Born: 31 August 1967 (age 56 years), San Francisco, California, United States.
Author and Speaker: Francis Chan is a prominent Christian author and speaker known for his impactful books, including "Crazy Love," "Forgotten God," and "Erasing Hell." His writings often challenge readers to deepen their faith and live more devoted lives.
Founder of Cornerstone Community Church: Chan founded Cornerstone Community Church in Simi Valley, California, in 1994. Under his leadership, the church grew significantly, emphasizing simplicity, discipleship, and outreach.

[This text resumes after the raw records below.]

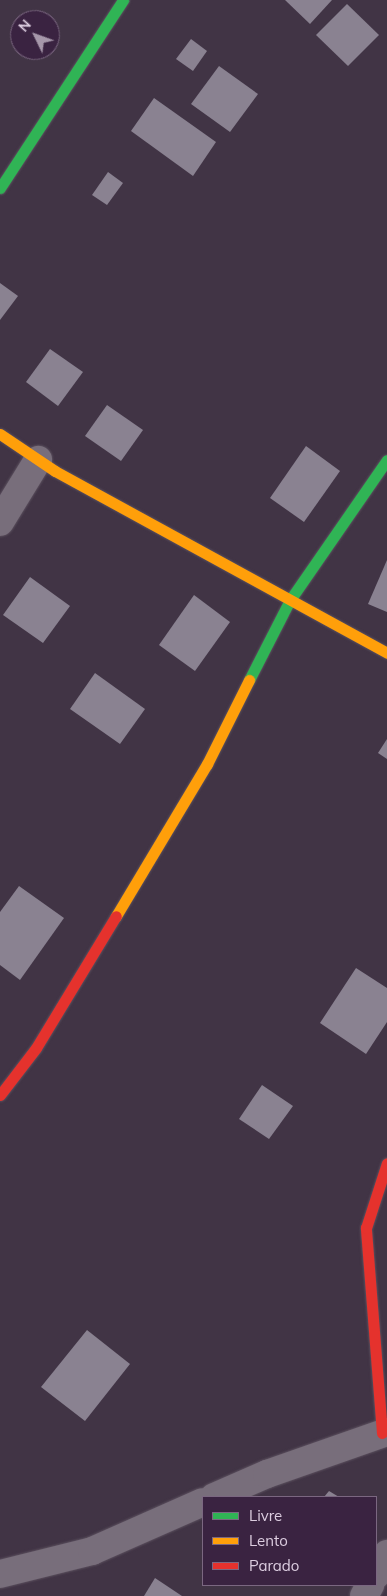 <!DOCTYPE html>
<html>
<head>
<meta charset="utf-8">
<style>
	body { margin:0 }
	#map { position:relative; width:387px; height:1596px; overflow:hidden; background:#413445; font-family:Mulish,sans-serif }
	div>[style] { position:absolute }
	.building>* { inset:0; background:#8a8291 }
	.roads { filter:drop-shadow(0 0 1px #5b505e) drop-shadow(0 0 1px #5b505e) }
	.street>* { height:28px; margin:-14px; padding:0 14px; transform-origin:14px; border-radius:14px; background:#786e7b }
	.fast>* { height:11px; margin:-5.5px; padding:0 5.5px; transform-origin:5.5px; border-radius:5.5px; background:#30b455 }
	.slow>* { height:11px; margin:-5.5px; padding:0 5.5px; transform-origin:5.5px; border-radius:5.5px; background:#ff9f0a }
	.jam>* { height:11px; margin:-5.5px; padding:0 5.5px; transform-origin:5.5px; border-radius:5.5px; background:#e5322d }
	span { translate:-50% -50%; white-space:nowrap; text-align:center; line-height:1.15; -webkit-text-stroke:5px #3a2341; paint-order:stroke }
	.legend { position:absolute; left:202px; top:1496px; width:175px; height:90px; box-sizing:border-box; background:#3a2341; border:1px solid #7b6781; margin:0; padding:6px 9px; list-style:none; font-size:15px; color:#dccde0 }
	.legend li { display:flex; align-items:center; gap:10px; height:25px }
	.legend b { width:25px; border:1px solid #7b6781 }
	.north { position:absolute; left:10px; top:10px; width:50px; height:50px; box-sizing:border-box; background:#3a2341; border:1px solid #7b6781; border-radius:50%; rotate:312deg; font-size:14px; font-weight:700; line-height:20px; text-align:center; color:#dccde0 }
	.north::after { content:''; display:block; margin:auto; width:18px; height:22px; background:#a697aa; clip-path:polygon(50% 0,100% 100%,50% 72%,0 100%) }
</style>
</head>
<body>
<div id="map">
	<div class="building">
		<div style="clip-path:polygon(285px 0,332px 0,310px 24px)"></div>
		<div style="clip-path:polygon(347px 4px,379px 35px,348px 66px,316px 35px)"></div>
		<div style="clip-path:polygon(191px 39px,207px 51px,193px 71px,176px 59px)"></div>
		<div style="clip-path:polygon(219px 66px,258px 94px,230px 132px,191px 104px)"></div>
		<div style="clip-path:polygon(154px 98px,216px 142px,193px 176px,131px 131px)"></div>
		<div style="clip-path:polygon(108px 172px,123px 183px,107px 205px,92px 195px)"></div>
		<div style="clip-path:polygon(0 283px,18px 296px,0 320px)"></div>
		<div style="clip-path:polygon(50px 349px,83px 372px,58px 406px,26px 382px)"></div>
		<div style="clip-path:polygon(107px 405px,143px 430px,121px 461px,85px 436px)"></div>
		<div style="clip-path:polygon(306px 446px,340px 471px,304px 522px,270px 498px)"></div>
		<div style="clip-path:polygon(387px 560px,387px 612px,368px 604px)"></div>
		<div style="clip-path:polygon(30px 577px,70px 606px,43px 643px,3px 615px)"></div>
		<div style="clip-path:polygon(194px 595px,230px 622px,195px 671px,159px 645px)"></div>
		<div style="clip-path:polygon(95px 673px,145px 709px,120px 744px,70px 709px)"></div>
		<div style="clip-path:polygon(387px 739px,387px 759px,378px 753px)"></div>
		<div style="clip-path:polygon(19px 886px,64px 918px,20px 980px,0 965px,0 912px)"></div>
		<div style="clip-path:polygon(356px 968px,387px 988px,387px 1022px,366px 1054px,320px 1023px)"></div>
		<div style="clip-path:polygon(262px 1085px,293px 1106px,269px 1139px,239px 1119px)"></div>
		<div style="clip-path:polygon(87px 1330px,130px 1364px,85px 1421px,41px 1387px)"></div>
		<div style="clip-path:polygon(329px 1491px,339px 1497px,324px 1497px)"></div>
		<div style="clip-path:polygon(155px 1578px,182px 1596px,144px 1596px)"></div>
	</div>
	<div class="roads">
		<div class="street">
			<div style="left:0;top:522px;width:73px;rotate:-58.5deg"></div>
			<div style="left:214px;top:1497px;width:58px;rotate:-23.5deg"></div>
			<div style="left:267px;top:1474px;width:127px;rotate:-19.3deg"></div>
			<div style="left:0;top:1574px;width:95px;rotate:-14deg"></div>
			<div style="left:92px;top:1551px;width:121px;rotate:-23.8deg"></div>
			<div style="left:376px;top:1575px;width:24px;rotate:-62deg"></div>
			<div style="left:364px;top:1596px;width:13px;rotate:-61deg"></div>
		</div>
		<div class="fast">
			<div style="left:0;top:188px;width:225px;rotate:-56.8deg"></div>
			<div style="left:249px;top:680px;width:90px;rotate:-62.9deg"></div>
			<div style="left:290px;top:600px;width:170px;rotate:-55.3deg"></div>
		</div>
		<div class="slow">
			<div style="left:0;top:434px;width:66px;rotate:33.9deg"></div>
			<div style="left:55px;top:471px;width:379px;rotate:28.7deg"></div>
			<div style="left:116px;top:916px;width:177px;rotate:-59.1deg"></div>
			<div style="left:207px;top:764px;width:94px;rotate:-63.4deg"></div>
		</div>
		<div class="jam">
			<div style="left:0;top:1095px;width:59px;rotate:-52.5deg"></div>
			<div style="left:36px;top:1048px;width:154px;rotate:-58.8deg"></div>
			<div style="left:382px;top:1433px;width:206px;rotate:-94.5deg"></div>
			<div style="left:366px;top:1228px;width:68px;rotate:-72.1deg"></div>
		</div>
	</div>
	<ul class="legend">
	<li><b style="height:6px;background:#30b455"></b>Livre</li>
	<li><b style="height:6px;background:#ff9f0a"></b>Lento</li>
	<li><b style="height:6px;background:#e5322d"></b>Parado</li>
	</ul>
	<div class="north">N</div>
</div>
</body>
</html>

Emphasis on Radical Living: Chan is well-known for his emphasis on living a radical Christian life. He advocates for sacrificial living, intense commitment to following Jesus, and serving others, often questioning comfortable or complacent Christianity.
Humble Living: Despite his success, Chan is known for his humble lifestyle. He and his family have made significant financial sacrifices, including giving away much of his book royalties and reducing their standard of living to support charitable causes and missions.
House Church Movement: In recent years, Chan has been involved in promoting and participating in the house church movement. He left Cornerstone Community Church to focus on a simpler, more organic form of church that meets in homes and emphasizes intimate community and discipleship. He has been working on this vision through his involvement with We Are Church, a network of house churches in San Francisco.